As the campaign goes on I have far more questions than answers. The ghost of the Bush administration still haunts us as well as the neoconservative ideology that dominated it and seems very covert yet ever present now. Some how it has been mixed with Ayn Rand's teachings and that is indeed an interesting mix. I read Rand's works as they came out and also subscribed to the Cato Journal for a number of years. I have also studied Strauss and have written some of my thoughts about what I learned in this diariy:Will the real Leo Strauss please step forward? Updated 12/25/07 Since then much has happened and I am having thoughts about what is going on in and out of the campaign from my learning about these two ideologies. Read on if you are interested.
Just to get started here is a link that came up as I Googled for things to use in this diary:Ayn Rand and the Noble Lie.
Some people call a lie told for a great and good purpose a “noble lie.” Our government engages in a noble lie, according to these people, when it lies to us for our own good. Let us suppose, for the sake of focusing on the issue of truth, that the lie really is for our own good.
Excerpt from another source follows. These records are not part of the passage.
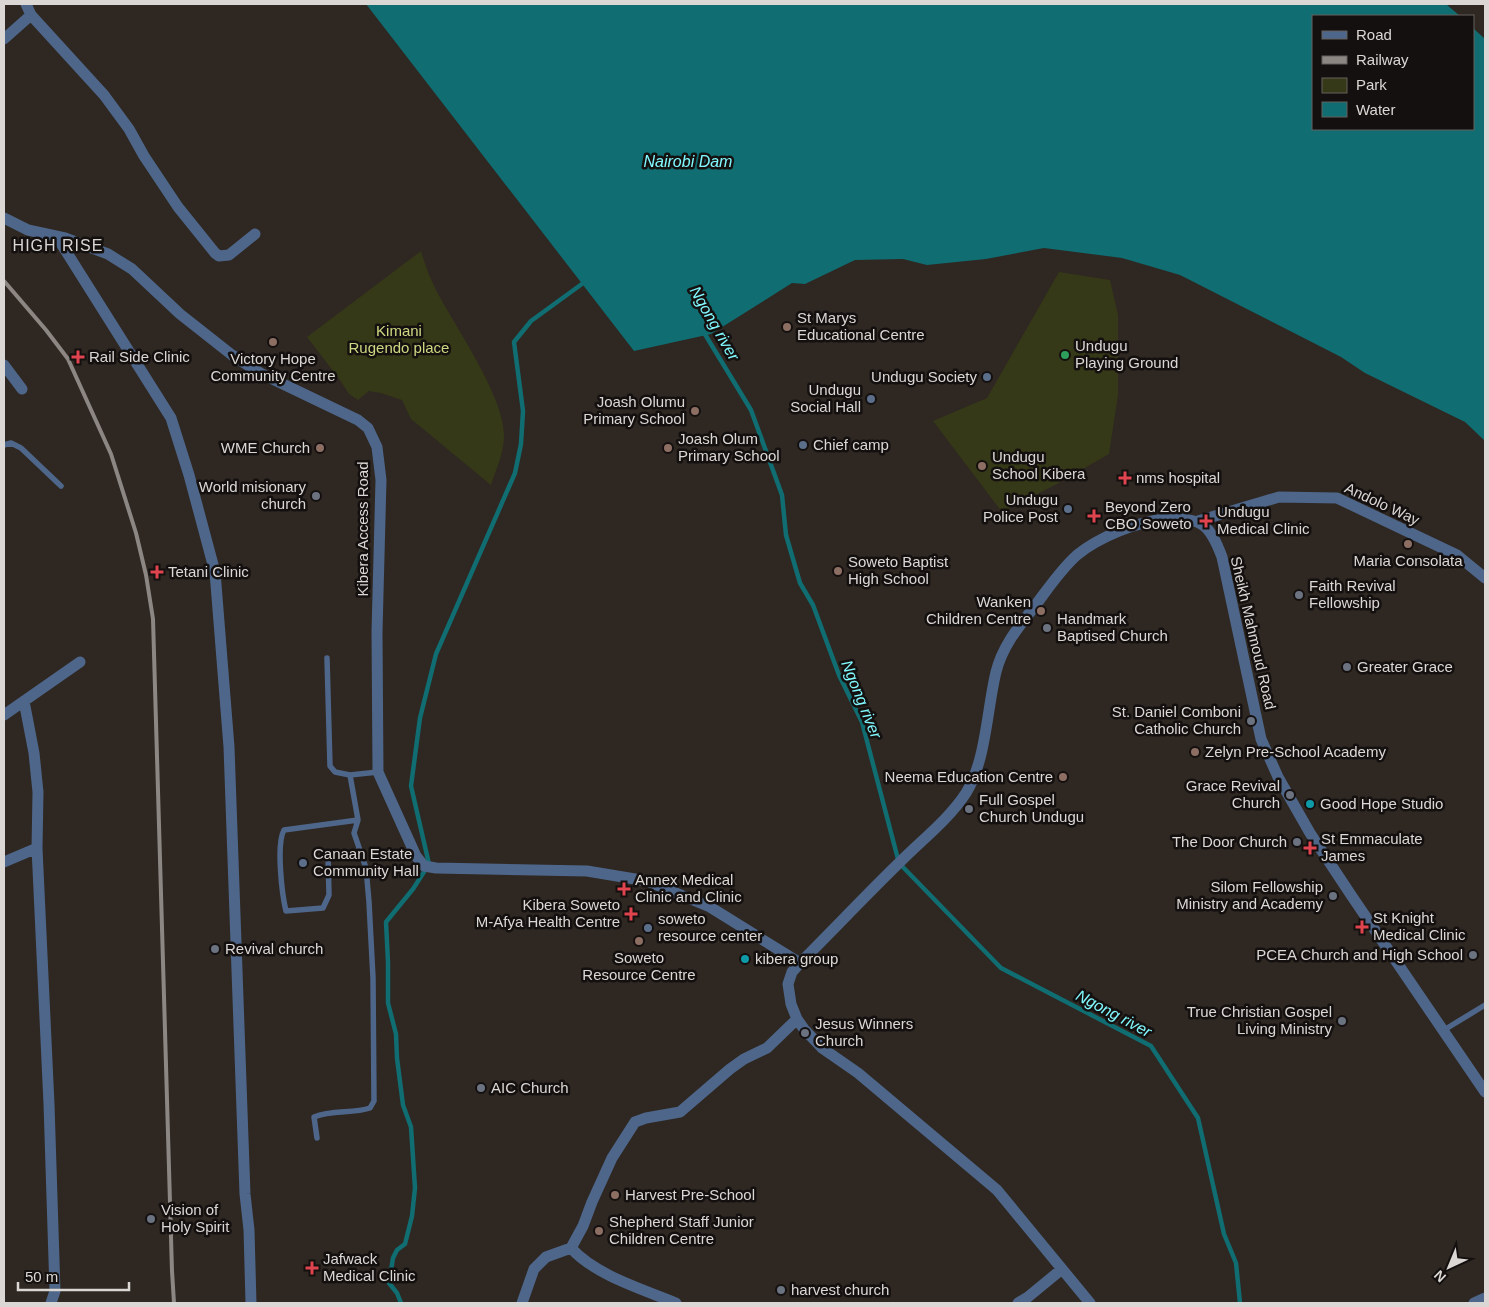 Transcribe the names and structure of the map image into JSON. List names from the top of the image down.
{
  "streets": {
    "street": ["Andolo Way", "Kibera Access Road", "Sheikh Mahmoud Road"]
  },
  "crossings": [
    ["Andolo Way", "Sheikh Mahmoud Road"]
  ],
  "districts": ["HIGH RISE"],
  "water": ["Nairobi Dam", "Ngong river"],
  "parks": ["Kimani Rugendo place"],
  "places": {
    "other": [
      "St Marys Educational Centre",
      "Victory Hope Community Centre",
      "Undugu Playing Ground",
      "Undugu Society",
      "Undugu Social Hall",
      "Joash Olumu Primary School",
      "Chief camp",
      "WME Church",
      "Joash Olum Primary School",
      "Undugu School Kibera",
      "World misionary church",
      "Undugu Police Post",
      "Maria Consolata",
      "Soweto Baptist High School",
      "Faith Revival Fellowship",
      "Wanken Children Centre",
      "Handmark Baptised Church",
      "Greater Grace",
      "St. Daniel Comboni Catholic Church",
      "Zelyn Pre-School Academy",
      "Neema Education Centre",
      "Grace Revival Church",
      "Good Hope Studio",
      "Full Gospel Church Undugu",
      "The Door Church",
      "Canaan Estate Community Hall",
      "Silom Fellowship Ministry and Academy",
      "soweto resource center",
      "Soweto Resource Centre",
      "Revival church",
      "PCEA Church and High School",
      "kibera group",
      "True Christian Gospel Living Ministry",
      "Jesus Winners Church",
      "AIC Church",
      "Harvest Pre-School",
      "Vision of Holy Spirit",
      "Shepherd Staff Junior Children Centre",
      "harvest church"
    ],
    "health": [
      "Rail Side Clinic",
      "nms hospital",
      "Beyond Zero CBO Soweto",
      "Undugu Medical Clinic",
      "Tetani Clinic",
      "St Emmaculate James",
      "Annex Medical Clinic and Clinic",
      "Kibera Soweto M-Afya Health Centre",
      "St Knight Medical Clinic",
      "Jafwack Medical Clinic"
    ]
  },
  "legend": [
    "Road",
    "Railway",
    "Park",
    "Water"
  ],
  "scale_bar": "50 m",
  "north": "bottom left"
}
What did Ayn Rand think of such a “noble lie?” I believe we can confidently say that “noble lie” is an oxymoron which never graced her lexicon. She was against even “white lies” in personal affairs, surely she was against big lies as government policy. The advocate of objective reality and honest trade among men would have despised a government which lied to the public “for its own good.”
As with government torture, she publicly expressed some of her thoughts on government deceit.
Consider her testimony to the House Un-American Activities Committee, October 20, 1947 (the transcript is reprinted in The Journals of Ayn Rand). During World War II the government worked closely with Hollywood to ensure that it promoted the war effort. One example of such collaboration resulted in the production of Song of Russia, released by MGM in 1943. The purpose of this movie was to make Americans feel comfortable having the Soviet Union as an ally. As Louis B. Mayer put it in his own testimony to HUAC: “Mention has been made of the picture Song of Russia, as being friendly to Russia at the time it was made. Of course it was. It was made to be friendly. ... It seemed a good medium of entertainment and at the same time offered an opportunity for a pat on the back for our then ally, Russia. ... We mentioned this to the Government coordinators and they agreed with us that it would be a good idea to make the picture.”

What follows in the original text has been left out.